In terms of chemical structure, triftazine differs from chlorpromazine in that instead of the chlorine atom in position 2 of the phenothiazine nucleus it contains a CF3 group, and in the side chain it contains the piperazine nucleus substituted at the nitrogen atom in position 4 by the CH 3 group (as in meterazine).

Triftazine is one of the most active antipsychotic drugs. The antipsychotic effect is combined with a moderate stimulating (energizing) effect. In hallucinatory and hallucinatory delusional states, a sedative effect is manifested. The drug has a strong antiemetic effect.

Unlike chlorpromazine, triftazine has a weak adrenolytic effect. Potentiates the effect of sleeping pills less; does not have antihistamine, antispasmodic and anticonvulsant activity. It has a strong cataleptic effect.
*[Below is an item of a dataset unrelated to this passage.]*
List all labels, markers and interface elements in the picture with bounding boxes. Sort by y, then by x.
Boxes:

They are used in psychiatric practice to treat schizophrenia, especially paranoid, nuclear and sluggish, with other mental illnesses that occur with delusional symptoms and hallucinations, with involutional psychoses, neuroses and other diseases of the central nervous system.

Triftazin has a more pronounced effect on productive psychotic symptoms (hallucinations, delirium) than chlorpromazine. A distinctive feature of triftazine is the lack of stiffness, general weakness, and stupor in its use; on the contrary, patients often become more lively, begin to show interest in the environment, are more easily involved in labor processes. In the early days of treatment, drowsiness may occur.
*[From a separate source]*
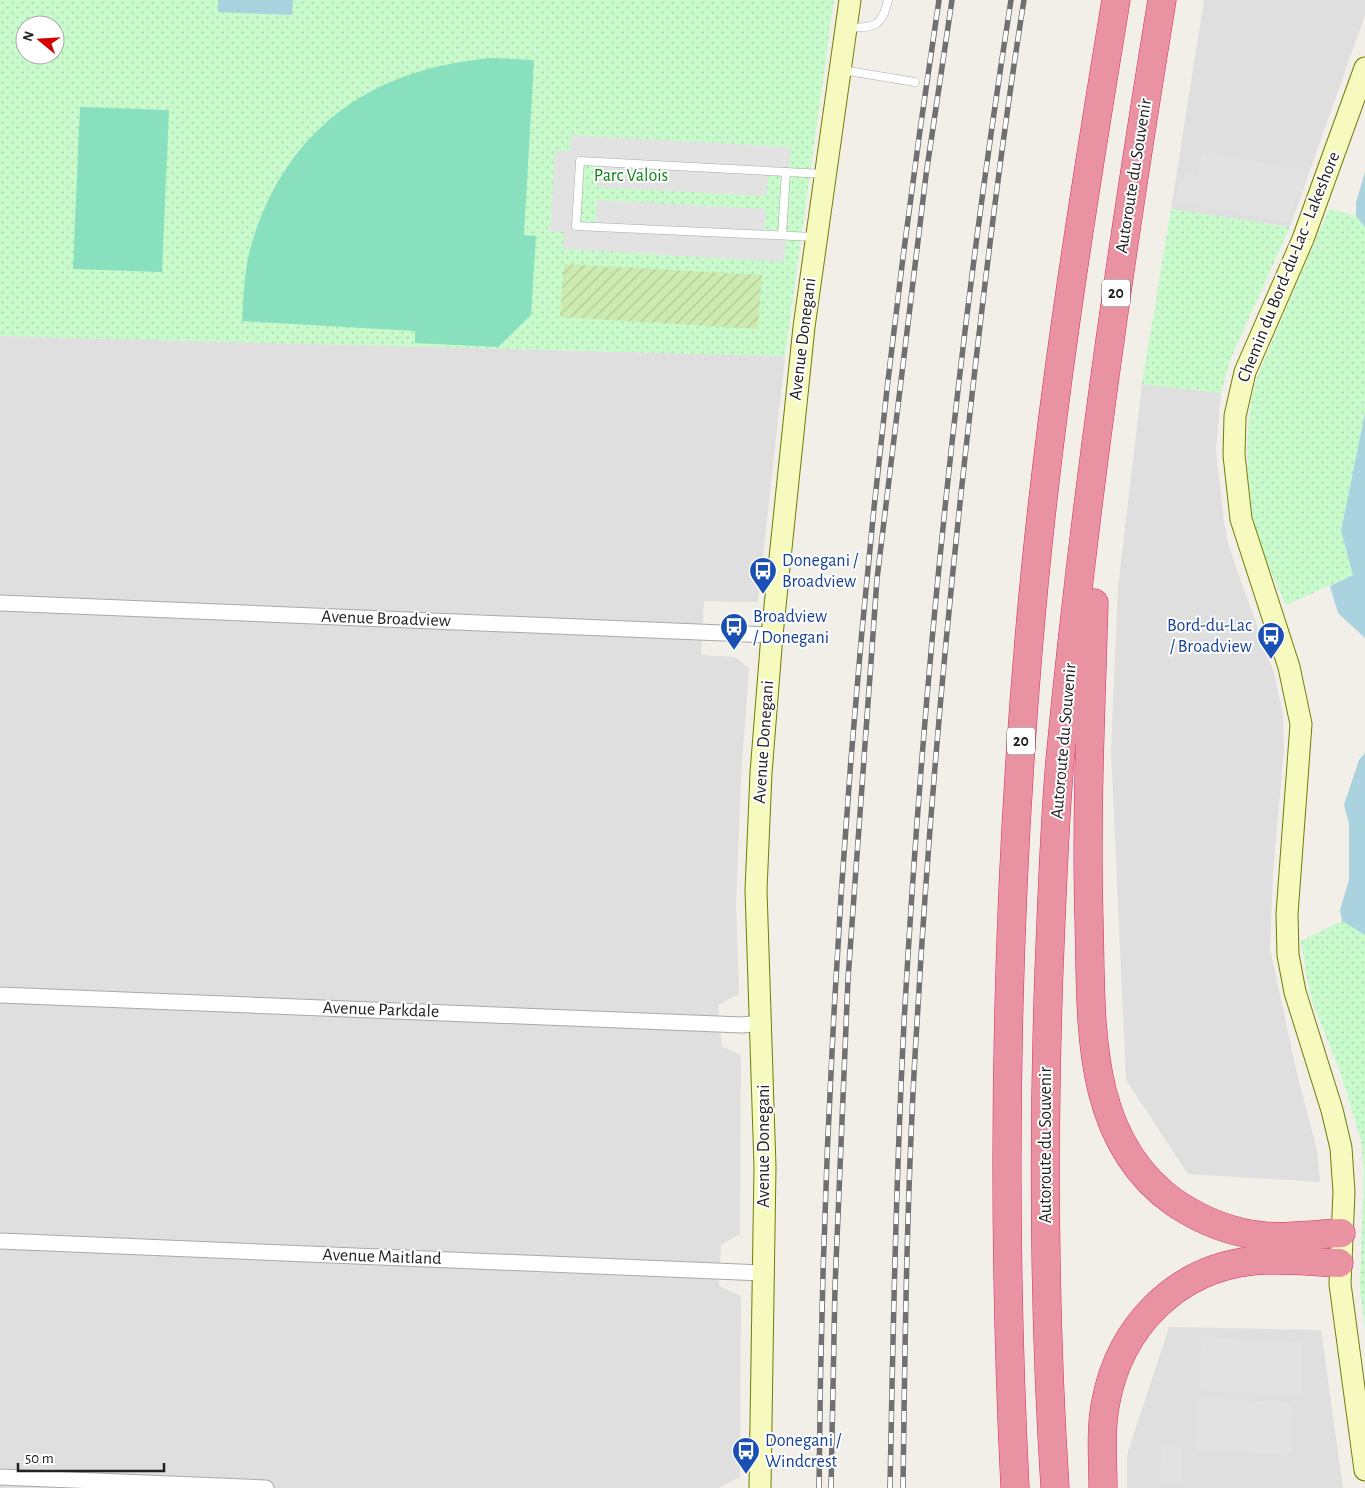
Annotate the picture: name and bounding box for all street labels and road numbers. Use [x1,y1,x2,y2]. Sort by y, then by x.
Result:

Prescribe triftazine orally (after eating) and intramuscularly. A single oral dose at the beginning of treatment is usually 0.005 g (5 mg). In the future, the dose is gradually increased by 0.005 g per dose to a total daily dose of 0.03 - 0.08 g (in some cases, up to 0.1 - 0.12 g per day); the daily dose is divided into 2 to 4 doses. Upon reaching the therapeutic effect, the optimal doses are maintained for 1 to 3 months, then they are reduced to 0.02 to 0.005 g per day. These doses are subsequently prescribed as supportive.
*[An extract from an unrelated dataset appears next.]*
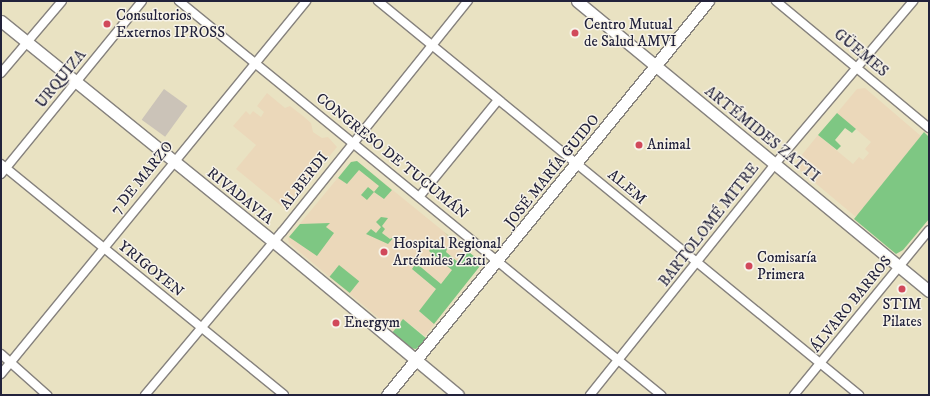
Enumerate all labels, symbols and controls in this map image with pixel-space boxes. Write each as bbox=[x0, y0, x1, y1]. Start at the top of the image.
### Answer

Intramuscularly administered triftazine in cases requiring a quick effect. Initial doses are 0.001 to 0.002 g (1 to 2 mg). Injections are repeated after 4 to 6 hours. The daily dose is usually up to 0.006 g (6 mg), in rare cases, up to 0.01 g (10 mg).

In patients with alcoholism, triftazine is used to treat acute and chronic hallucinatory and delusional psychoses, and to stop psychomotor agitation. In acute psychotic conditions, treatment begins with intramuscular injection, moving on to ingestion after the removal of the acute phenomena of psychosis.